How to Create your First Benchmark on Codabench
The progress in the field of machine learning mostly relies on benchmarks, which are fair comparisons between multiple models on the same problem. Platforms such as Kaggle, CodaLab Competitions or EvalAI let the community crowd-source the resolution of scientific and industrial tasks through public benchmarks, in the form of challenges or competitions. This short hands-on tutorial will give you everything you need to create your first benchmark!
Codabench, following the steps of CodaLab Competitions, is a new platform for hosting data science challenges, benchmarks and competitions. The good news is that it is free and open-source. It is modern and completely flexibile, allowing you to design any task you can think of! By editing the scoring program and providing your own datasets, you can tackle any task, and allow code submissions or results submission.
Once you have an account, you can already publish your first benchmark! The only limit is your imagination.
The main page of the benchmark should look like this:
Let’s now make a submission. To do so, download the file sample_code_submission.zip and upload it in the “My Submissions” tab of the benchmark. You will be able to view logs in real time during the processing of the submission. The leaderboard, available in the “Results” tab of the benchmark, will then be updated.
That’s cool and all… but I just re-created the Mini-AutoML Benchmark. I want to design my own task and include my awesome dataset! — You
To customize your benchmark, you need to change the files contained in the bundle and re-upload it. The bundle contains everything that defines the benchmark: HTML files, logo, datasets, ingestion and scoring programs, starting kit and the setting file “competition.yaml”. The ingestion program manages code submissions while the scoring program is used to score submissions.
Even if your bundle is already uploaded, it is still possible to edit the benchmark! The editor is one of the organizer features, namely “Edit”, “Participants”, “Submissions”, “Dumps” and “Migrate”.
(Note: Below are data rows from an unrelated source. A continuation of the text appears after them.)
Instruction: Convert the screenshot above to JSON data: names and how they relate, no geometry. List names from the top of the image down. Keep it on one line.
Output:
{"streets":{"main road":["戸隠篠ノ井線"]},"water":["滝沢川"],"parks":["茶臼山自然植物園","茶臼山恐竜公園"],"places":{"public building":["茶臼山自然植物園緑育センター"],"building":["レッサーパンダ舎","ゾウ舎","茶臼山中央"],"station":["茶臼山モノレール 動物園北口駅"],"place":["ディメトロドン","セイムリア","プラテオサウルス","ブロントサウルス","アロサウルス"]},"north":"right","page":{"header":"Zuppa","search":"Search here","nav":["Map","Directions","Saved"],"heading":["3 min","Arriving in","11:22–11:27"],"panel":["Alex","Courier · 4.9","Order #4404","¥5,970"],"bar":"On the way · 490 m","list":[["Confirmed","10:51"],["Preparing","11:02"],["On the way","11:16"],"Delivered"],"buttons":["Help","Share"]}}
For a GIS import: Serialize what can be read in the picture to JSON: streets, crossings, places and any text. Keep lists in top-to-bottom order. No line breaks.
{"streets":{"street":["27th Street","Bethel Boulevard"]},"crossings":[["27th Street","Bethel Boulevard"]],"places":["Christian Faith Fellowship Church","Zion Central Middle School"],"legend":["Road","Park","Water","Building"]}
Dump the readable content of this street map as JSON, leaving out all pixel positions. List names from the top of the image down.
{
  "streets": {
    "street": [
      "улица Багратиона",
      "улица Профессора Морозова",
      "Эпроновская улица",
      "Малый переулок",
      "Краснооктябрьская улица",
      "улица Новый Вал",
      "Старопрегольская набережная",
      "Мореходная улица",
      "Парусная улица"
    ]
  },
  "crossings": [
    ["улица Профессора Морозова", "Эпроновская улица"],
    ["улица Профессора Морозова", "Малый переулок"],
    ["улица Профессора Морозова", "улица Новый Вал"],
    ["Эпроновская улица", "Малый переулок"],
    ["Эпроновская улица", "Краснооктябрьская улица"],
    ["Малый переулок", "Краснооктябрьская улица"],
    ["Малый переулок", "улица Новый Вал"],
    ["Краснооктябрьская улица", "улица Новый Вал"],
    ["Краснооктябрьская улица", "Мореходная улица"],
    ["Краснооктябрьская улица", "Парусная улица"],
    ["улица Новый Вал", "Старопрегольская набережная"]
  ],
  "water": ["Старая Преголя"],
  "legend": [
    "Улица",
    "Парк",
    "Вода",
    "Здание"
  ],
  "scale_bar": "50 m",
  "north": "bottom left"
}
Click on “Edit” to start customizing this newly created benchmark. By navigating a bit inside this menu, you can see that everything can be edited: the title and description, HTML pages, leaderboards settings, and so on. Let’s review some options
In the first tab of the editor, you can enable “fact sheets” to gather more information about the submissions. Enabling fact sheets means that the participants will be asked to fill in some information when making submissions. You can fully customize the information fields, making them required or not, and choosing which information appears on the leaderboard. This can be used to display the name of the methods, the URL to the source code, or a description of the method. The gathering of metadata about the methods used is crucial when conducting a benchmark, and this interface makes it simple to gather all this information in one place.
Edit data and programs
Codabench provides an interface to upload Ingestion Program, Scoring Program, Starting Kit, Data (public/input/reference) etc.
Once these are uploaded, a task can be created using the uploaded files. A task is a combination of Ingestion Program, Scoring Program, Input Data, and Reference Data.
In your competition editor, you can add, update or delete a task for each phase. Unlike CodaLab, Codabench allows you to have multiple tasks for each phase.
The submission rule programs the behavior of the leaderboard regarding new submissions. Submissions can be forced to the leaderboard or manually selected, can be unique or multiple on the leaderboard, etc.
You can edit the submission rule as follows:
The current submission rule, “Force Last”, means that only the last submission of each participant will appear on the leaderboard. This is a classical setting for competition. Changing this rule to “Add And Delete Multiple” will allow the participants to manually select which submissions will appear on the leaderboard, and multiple submissions per participant on the leaderboard are allowed.
Add submissions to the leaderboard
Now that the leaderboard is set up, let’s submit different variations of the code of the model from the sample_code_submission.zip. This example code submission simply calls a classifier from Scikit-Learn . Replace the DecisionTreeClassifier with the classifier of your choice. Remember to differentiate the different submissions by filling the “Method name” in the fact sheet. Once your submission is processed, click on the leaderboard button under “Actions” in the submissions table to manually add them to the leaderboard.
The leaderboard finally looks like this:
Congratulations! You have learned the basics of Codabench, and now you can organize your own benchmarks! However, we barely scratched the surface of all the possibilities offered by this platform. To learn more, you can refer to the Codabench Documentation.
From the documentation, you will learn how to link your personal compute workers (CPU, GPU), how to customize the ingestion and scoring programs, how to define complex leaderboards with multiple criteria, or even how to deploy your own instance of the platform. You can also join the effort and develop your own features!
 F. Pedregosa, G. Varoquaux, A. Gramfort, et al. Scikit-learn: Machine learning in Python. Journal of Machine Learning Research, 2011.